*** Opening of Exercise material ***
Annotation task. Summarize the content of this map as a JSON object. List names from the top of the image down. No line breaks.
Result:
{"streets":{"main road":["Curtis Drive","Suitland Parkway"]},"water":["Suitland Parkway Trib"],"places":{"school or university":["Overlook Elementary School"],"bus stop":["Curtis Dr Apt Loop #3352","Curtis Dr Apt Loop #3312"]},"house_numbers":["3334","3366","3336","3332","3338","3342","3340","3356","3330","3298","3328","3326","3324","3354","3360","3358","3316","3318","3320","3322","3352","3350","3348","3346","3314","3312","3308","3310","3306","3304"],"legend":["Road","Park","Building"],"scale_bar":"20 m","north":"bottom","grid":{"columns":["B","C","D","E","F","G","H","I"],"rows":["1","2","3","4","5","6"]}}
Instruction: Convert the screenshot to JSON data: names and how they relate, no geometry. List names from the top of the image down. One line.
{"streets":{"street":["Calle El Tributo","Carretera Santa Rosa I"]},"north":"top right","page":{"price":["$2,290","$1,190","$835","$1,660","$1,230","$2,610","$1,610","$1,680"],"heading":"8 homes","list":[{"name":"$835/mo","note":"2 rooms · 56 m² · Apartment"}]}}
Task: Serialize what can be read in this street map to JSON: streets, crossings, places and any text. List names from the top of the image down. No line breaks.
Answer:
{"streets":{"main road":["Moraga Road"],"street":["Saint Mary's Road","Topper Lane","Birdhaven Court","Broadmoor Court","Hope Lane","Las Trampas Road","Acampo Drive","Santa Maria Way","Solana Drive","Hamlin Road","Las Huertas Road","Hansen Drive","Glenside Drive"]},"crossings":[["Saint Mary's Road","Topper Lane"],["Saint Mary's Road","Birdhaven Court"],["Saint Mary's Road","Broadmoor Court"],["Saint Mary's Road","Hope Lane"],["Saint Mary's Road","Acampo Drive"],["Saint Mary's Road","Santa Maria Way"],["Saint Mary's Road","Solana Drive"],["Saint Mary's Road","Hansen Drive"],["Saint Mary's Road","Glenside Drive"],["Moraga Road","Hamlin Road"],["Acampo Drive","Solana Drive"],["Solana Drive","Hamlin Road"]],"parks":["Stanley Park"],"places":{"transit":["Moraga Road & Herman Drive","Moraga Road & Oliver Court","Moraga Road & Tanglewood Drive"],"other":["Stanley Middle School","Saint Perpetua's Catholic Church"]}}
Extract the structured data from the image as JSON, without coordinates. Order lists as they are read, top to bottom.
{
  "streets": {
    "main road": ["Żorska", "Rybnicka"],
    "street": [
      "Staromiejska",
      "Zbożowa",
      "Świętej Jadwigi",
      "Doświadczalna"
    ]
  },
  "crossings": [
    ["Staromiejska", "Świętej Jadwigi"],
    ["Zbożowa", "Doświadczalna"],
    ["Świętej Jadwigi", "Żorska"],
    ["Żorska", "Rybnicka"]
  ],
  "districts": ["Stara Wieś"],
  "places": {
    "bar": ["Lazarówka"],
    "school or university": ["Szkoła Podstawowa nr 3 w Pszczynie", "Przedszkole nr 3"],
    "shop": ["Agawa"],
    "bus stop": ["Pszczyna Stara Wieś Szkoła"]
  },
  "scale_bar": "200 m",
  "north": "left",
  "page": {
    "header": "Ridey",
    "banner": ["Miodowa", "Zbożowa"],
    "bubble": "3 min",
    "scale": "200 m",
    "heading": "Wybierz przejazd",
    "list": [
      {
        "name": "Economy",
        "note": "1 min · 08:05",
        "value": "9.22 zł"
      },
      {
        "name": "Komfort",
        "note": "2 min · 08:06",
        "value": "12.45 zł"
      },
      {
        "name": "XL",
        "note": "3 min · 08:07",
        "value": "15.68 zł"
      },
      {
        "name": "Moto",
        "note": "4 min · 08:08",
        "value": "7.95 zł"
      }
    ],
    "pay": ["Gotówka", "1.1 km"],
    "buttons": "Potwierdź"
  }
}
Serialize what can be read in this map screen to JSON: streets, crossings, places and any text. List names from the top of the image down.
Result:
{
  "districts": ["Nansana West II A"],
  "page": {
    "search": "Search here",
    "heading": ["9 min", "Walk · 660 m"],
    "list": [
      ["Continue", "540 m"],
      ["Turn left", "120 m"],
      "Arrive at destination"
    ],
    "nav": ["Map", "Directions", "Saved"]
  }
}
*** Close of Exercise material ***
> Task requirements:
Repeat each entry word for word.

> Exercise result:
Annotation task. Summarize the content of this map as a JSON object. List names from the top of the image down. No line breaks.
Result:
{"streets":{"main road":["Curtis Drive","Suitland Parkway"]},"water":["Suitland Parkway Trib"],"places":{"school or university":["Overlook Elementary School"],"bus stop":["Curtis Dr Apt Loop #3352","Curtis Dr Apt Loop #3312"]},"house_numbers":["3334","3366","3336","3332","3338","3342","3340","3356","3330","3298","3328","3326","3324","3354","3360","3358","3316","3318","3320","3322","3352","3350","3348","3346","3314","3312","3308","3310","3306","3304"],"legend":["Road","Park","Building"],"scale_bar":"20 m","north":"bottom","grid":{"columns":["B","C","D","E","F","G","H","I"],"rows":["1","2","3","4","5","6"]}}
Instruction: Convert the screenshot to JSON data: names and how they relate, no geometry. List names from the top of the image down. One line.
{"streets":{"street":["Calle El Tributo","Carretera Santa Rosa I"]},"north":"top right","page":{"price":["$2,290","$1,190","$835","$1,660","$1,230","$2,610","$1,610","$1,680"],"heading":"8 homes","list":[{"name":"$835/mo","note":"2 rooms · 56 m² · Apartment"}]}}
Task: Serialize what can be read in this street map to JSON: streets, crossings, places and any text. List names from the top of the image down. No line breaks.
Answer:
{"streets":{"main road":["Moraga Road"],"street":["Saint Mary's Road","Topper Lane","Birdhaven Court","Broadmoor Court","Hope Lane","Las Trampas Road","Acampo Drive","Santa Maria Way","Solana Drive","Hamlin Road","Las Huertas Road","Hansen Drive","Glenside Drive"]},"crossings":[["Saint Mary's Road","Topper Lane"],["Saint Mary's Road","Birdhaven Court"],["Saint Mary's Road","Broadmoor Court"],["Saint Mary's Road","Hope Lane"],["Saint Mary's Road","Acampo Drive"],["Saint Mary's Road","Santa Maria Way"],["Saint Mary's Road","Solana Drive"],["Saint Mary's Road","Hansen Drive"],["Saint Mary's Road","Glenside Drive"],["Moraga Road","Hamlin Road"],["Acampo Drive","Solana Drive"],["Solana Drive","Hamlin Road"]],"parks":["Stanley Park"],"places":{"transit":["Moraga Road & Herman Drive","Moraga Road & Oliver Court","Moraga Road & Tanglewood Drive"],"other":["Stanley Middle School","Saint Perpetua's Catholic Church"]}}
Extract the structured data from the image as JSON, without coordinates. Order lists as they are read, top to bottom.
{
  "streets": {
    "main road": ["Żorska", "Rybnicka"],
    "street": [
      "Staromiejska",
      "Zbożowa",
      "Świętej Jadwigi",
      "Doświadczalna"
    ]
  },
  "crossings": [
    ["Staromiejska", "Świętej Jadwigi"],
    ["Zbożowa", "Doświadczalna"],
    ["Świętej Jadwigi", "Żorska"],
    ["Żorska", "Rybnicka"]
  ],
  "districts": ["Stara Wieś"],
  "places": {
    "bar": ["Lazarówka"],
    "school or university": ["Szkoła Podstawowa nr 3 w Pszczynie", "Przedszkole nr 3"],
    "shop": ["Agawa"],
    "bus stop": ["Pszczyna Stara Wieś Szkoła"]
  },
  "scale_bar": "200 m",
  "north": "left",
  "page": {
    "header": "Ridey",
    "banner": ["Miodowa", "Zbożowa"],
    "bubble": "3 min",
    "scale": "200 m",
    "heading": "Wybierz przejazd",
    "list": [
      {
        "name": "Economy",
        "note": "1 min · 08:05",
        "value": "9.22 zł"
      },
      {
        "name": "Komfort",
        "note": "2 min · 08:06",
        "value": "12.45 zł"
      },
      {
        "name": "XL",
        "note": "3 min · 08:07",
        "value": "15.68 zł"
      },
      {
        "name": "Moto",
        "note": "4 min · 08:08",
        "value": "7.95 zł"
      }
    ],
    "pay": ["Gotówka", "1.1 km"],
    "buttons": "Potwierdź"
  }
}
Serialize what can be read in this map screen to JSON: streets, crossings, places and any text. List names from the top of the image down.
Result:
{
  "districts": ["Nansana West II A"],
  "page": {
    "search": "Search here",
    "heading": ["9 min", "Walk · 660 m"],
    "list": [
      ["Continue", "540 m"],
      ["Turn left", "120 m"],
      "Arrive at destination"
    ],
    "nav": ["Map", "Directions", "Saved"]
  }
}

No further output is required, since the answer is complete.